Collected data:
════════════════════

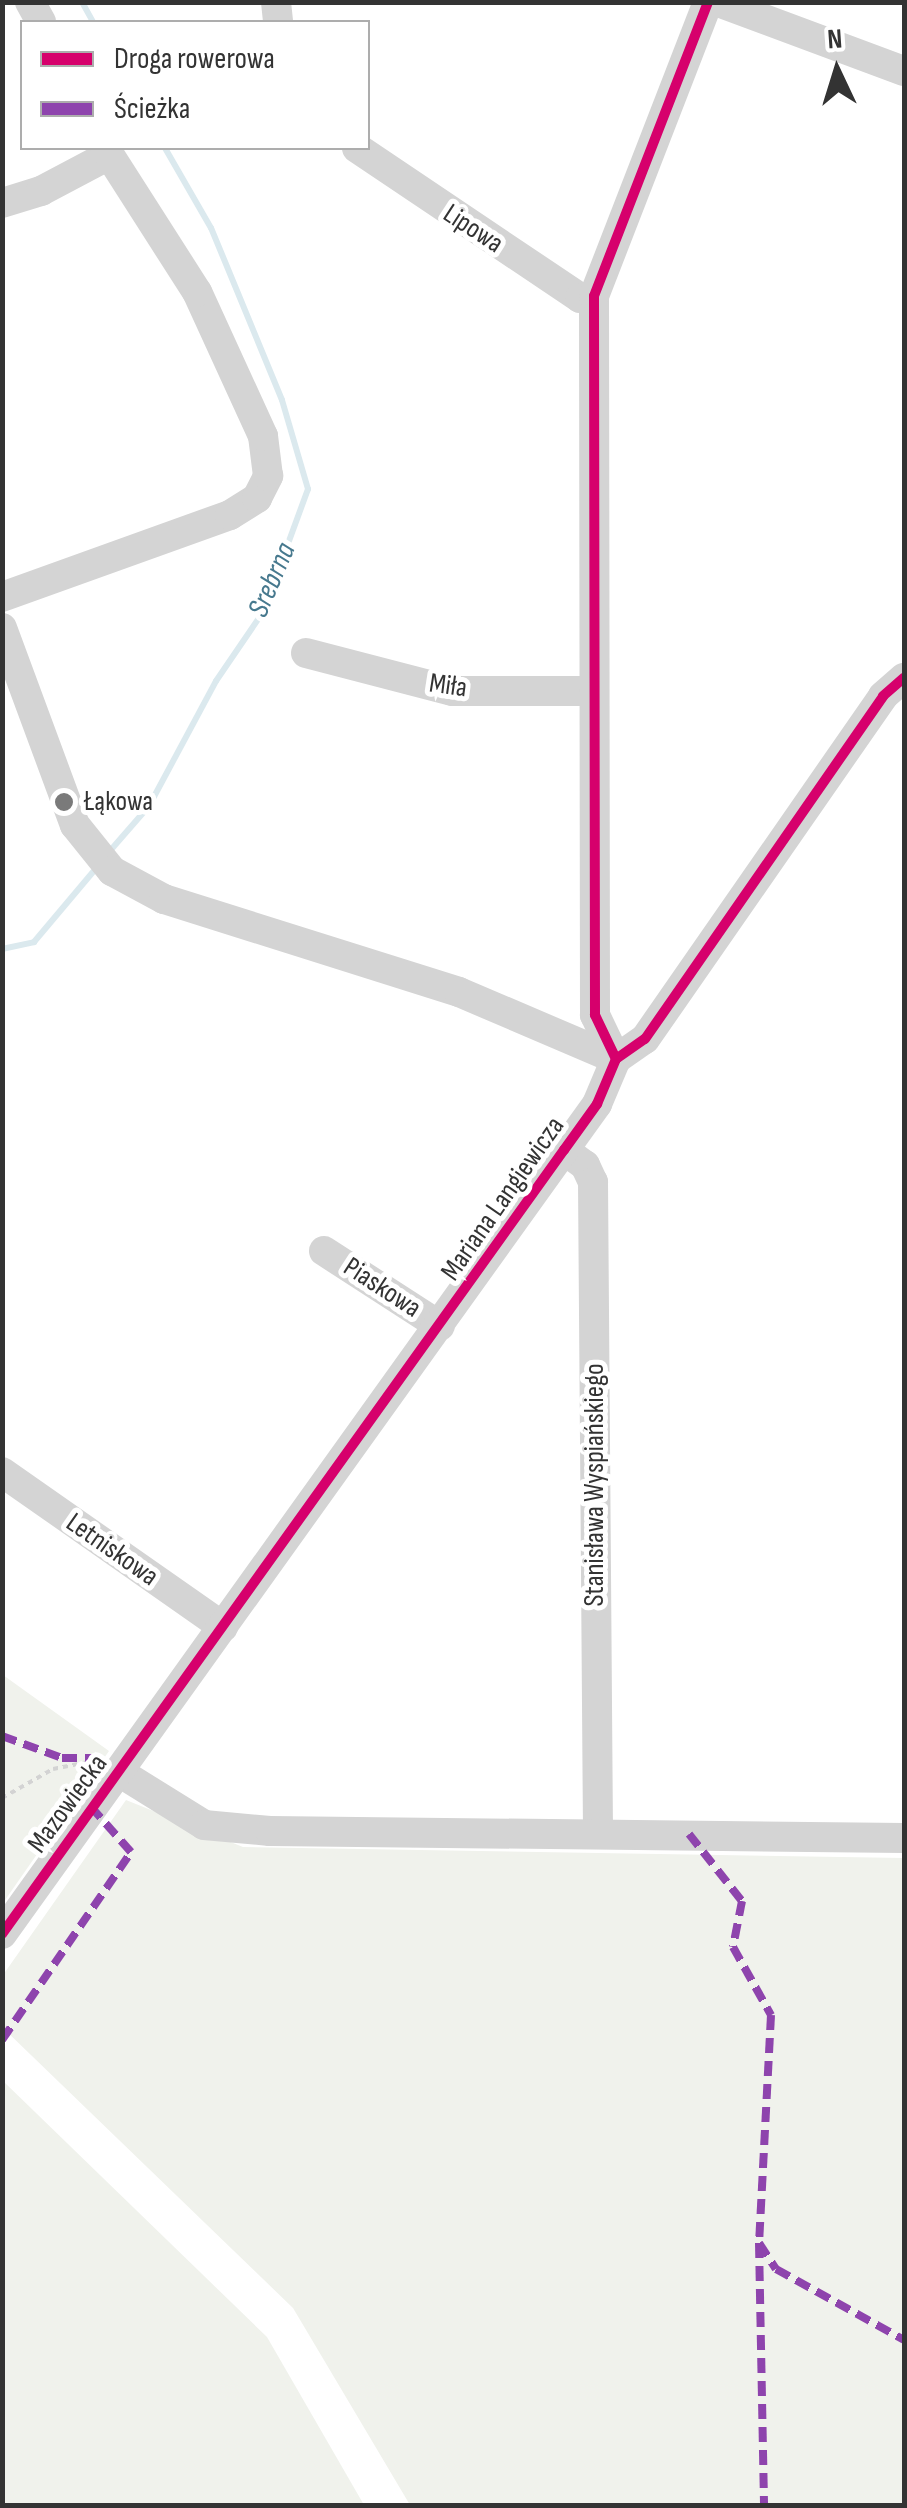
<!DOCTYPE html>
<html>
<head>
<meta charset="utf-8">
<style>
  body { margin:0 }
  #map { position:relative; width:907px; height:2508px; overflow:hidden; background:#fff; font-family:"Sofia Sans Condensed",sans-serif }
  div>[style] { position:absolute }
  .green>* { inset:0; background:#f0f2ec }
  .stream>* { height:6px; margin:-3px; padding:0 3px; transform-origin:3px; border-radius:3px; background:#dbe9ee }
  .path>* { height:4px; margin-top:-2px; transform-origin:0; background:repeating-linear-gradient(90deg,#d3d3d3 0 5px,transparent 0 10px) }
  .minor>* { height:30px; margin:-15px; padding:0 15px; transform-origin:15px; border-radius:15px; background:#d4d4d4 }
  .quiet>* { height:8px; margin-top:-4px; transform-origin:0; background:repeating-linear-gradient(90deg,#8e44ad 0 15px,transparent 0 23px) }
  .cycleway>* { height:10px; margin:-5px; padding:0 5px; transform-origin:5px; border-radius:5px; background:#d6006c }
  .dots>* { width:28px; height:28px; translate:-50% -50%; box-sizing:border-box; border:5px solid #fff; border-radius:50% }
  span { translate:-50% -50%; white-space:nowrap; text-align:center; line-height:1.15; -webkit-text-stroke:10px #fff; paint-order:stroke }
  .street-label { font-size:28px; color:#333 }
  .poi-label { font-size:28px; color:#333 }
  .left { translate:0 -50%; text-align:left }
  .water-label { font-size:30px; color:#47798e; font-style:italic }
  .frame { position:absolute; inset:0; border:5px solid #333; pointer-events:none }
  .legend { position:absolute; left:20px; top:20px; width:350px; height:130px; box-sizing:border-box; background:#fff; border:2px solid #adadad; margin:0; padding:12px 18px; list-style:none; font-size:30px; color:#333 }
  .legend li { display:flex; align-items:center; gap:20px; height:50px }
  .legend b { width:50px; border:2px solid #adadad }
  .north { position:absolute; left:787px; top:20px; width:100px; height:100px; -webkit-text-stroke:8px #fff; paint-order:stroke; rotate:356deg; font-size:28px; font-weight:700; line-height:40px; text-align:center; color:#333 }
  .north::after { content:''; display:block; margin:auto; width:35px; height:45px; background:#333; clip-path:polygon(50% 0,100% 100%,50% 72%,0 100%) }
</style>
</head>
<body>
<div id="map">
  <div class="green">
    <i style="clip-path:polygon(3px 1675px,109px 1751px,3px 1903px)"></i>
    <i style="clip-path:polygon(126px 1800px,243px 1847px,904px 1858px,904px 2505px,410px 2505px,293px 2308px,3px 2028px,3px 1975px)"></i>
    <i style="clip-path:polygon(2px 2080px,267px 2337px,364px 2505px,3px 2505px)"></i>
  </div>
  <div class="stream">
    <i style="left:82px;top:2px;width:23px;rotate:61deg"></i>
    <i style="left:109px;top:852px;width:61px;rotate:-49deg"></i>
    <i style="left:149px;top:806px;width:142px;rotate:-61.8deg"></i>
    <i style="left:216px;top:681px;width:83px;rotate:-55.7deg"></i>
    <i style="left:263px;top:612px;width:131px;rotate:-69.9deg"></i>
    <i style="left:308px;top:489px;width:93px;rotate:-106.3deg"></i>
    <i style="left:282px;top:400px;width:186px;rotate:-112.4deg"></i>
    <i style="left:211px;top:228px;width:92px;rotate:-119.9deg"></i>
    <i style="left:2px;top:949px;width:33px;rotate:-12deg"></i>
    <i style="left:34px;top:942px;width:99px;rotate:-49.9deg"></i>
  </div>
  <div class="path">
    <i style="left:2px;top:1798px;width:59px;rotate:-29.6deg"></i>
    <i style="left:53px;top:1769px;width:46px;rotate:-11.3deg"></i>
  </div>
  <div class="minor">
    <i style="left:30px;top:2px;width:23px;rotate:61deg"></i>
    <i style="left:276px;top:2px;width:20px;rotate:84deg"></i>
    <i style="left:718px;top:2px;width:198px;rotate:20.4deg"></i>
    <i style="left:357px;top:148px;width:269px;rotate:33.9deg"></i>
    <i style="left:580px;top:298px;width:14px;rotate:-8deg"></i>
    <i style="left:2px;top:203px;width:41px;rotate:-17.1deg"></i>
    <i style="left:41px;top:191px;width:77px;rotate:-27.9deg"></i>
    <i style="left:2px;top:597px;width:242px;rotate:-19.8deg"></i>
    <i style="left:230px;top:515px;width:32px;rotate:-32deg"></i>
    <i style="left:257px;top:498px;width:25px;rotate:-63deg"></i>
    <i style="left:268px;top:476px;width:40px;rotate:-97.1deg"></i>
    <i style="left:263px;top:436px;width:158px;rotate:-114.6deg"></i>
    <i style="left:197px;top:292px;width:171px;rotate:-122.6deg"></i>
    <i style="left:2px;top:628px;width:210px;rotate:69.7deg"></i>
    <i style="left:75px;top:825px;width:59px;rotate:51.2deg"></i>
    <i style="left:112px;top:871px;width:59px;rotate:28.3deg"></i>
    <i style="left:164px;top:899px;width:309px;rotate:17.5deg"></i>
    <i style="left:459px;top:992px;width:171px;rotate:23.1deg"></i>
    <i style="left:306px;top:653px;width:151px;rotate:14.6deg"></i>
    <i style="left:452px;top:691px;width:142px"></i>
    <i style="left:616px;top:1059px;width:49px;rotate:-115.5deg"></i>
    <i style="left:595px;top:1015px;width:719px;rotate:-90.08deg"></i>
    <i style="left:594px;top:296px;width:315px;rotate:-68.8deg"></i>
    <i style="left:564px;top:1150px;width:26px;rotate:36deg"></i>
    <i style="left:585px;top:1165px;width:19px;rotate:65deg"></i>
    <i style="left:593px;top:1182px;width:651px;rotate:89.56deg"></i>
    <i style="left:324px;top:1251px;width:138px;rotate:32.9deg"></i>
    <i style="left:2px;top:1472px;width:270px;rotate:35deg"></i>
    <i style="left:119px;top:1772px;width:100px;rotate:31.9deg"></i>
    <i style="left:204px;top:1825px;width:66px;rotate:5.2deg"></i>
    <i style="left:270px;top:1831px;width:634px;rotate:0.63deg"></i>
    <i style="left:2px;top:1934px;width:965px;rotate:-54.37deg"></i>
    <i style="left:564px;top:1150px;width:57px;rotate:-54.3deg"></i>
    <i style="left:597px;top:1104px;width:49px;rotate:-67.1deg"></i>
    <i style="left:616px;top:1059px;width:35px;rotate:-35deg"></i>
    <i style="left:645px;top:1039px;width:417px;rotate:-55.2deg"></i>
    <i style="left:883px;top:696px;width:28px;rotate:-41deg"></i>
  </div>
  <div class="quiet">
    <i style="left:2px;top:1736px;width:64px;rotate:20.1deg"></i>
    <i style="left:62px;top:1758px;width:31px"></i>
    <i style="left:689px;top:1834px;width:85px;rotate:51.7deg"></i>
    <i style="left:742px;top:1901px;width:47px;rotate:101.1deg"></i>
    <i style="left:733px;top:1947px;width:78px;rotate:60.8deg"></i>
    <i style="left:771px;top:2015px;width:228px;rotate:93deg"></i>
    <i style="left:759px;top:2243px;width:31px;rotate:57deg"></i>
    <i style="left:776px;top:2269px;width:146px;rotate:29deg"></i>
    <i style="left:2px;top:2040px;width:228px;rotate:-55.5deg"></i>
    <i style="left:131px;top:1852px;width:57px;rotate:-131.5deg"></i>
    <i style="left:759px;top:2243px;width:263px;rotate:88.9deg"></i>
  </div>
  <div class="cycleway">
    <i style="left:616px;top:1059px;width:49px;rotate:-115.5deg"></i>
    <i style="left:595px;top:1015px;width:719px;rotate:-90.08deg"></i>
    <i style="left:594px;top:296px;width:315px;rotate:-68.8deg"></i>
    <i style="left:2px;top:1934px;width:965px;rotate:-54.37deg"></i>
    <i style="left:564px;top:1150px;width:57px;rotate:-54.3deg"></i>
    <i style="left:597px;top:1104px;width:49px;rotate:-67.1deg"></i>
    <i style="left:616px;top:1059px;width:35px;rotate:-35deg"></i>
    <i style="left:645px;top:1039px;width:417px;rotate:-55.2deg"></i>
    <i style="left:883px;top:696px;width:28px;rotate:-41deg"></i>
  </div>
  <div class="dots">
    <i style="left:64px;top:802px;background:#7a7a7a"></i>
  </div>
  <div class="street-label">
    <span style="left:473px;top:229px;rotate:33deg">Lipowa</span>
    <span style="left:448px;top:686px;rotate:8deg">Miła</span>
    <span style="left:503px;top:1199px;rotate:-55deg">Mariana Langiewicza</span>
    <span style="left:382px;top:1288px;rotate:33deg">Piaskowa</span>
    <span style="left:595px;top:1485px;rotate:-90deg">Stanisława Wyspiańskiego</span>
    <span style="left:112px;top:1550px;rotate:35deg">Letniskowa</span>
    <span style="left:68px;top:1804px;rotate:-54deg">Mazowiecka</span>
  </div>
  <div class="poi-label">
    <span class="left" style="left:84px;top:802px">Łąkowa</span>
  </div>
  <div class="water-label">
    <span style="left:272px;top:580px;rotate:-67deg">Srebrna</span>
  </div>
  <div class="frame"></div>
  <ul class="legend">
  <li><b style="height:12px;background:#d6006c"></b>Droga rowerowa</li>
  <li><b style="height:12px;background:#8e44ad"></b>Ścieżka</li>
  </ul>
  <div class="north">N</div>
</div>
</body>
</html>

════════════════════

- What is expected -
Copy each line above containing the string "north".

- Result below -
  .north { position:absolute; left:787px; top:20px; width:100px; height:100px; -webkit-text-stroke:8px #fff; paint-order:stroke; rotate:356deg; font-size:28px; font-weight:700; line-height:40px; text-align:center; color:#333 }
  .north::after { content:''; display:block; margin:auto; width:35px; height:45px; background:#333; clip-path:polygon(50% 0,100% 100%,50% 72%,0 100%) }
  <div class="north">N</div>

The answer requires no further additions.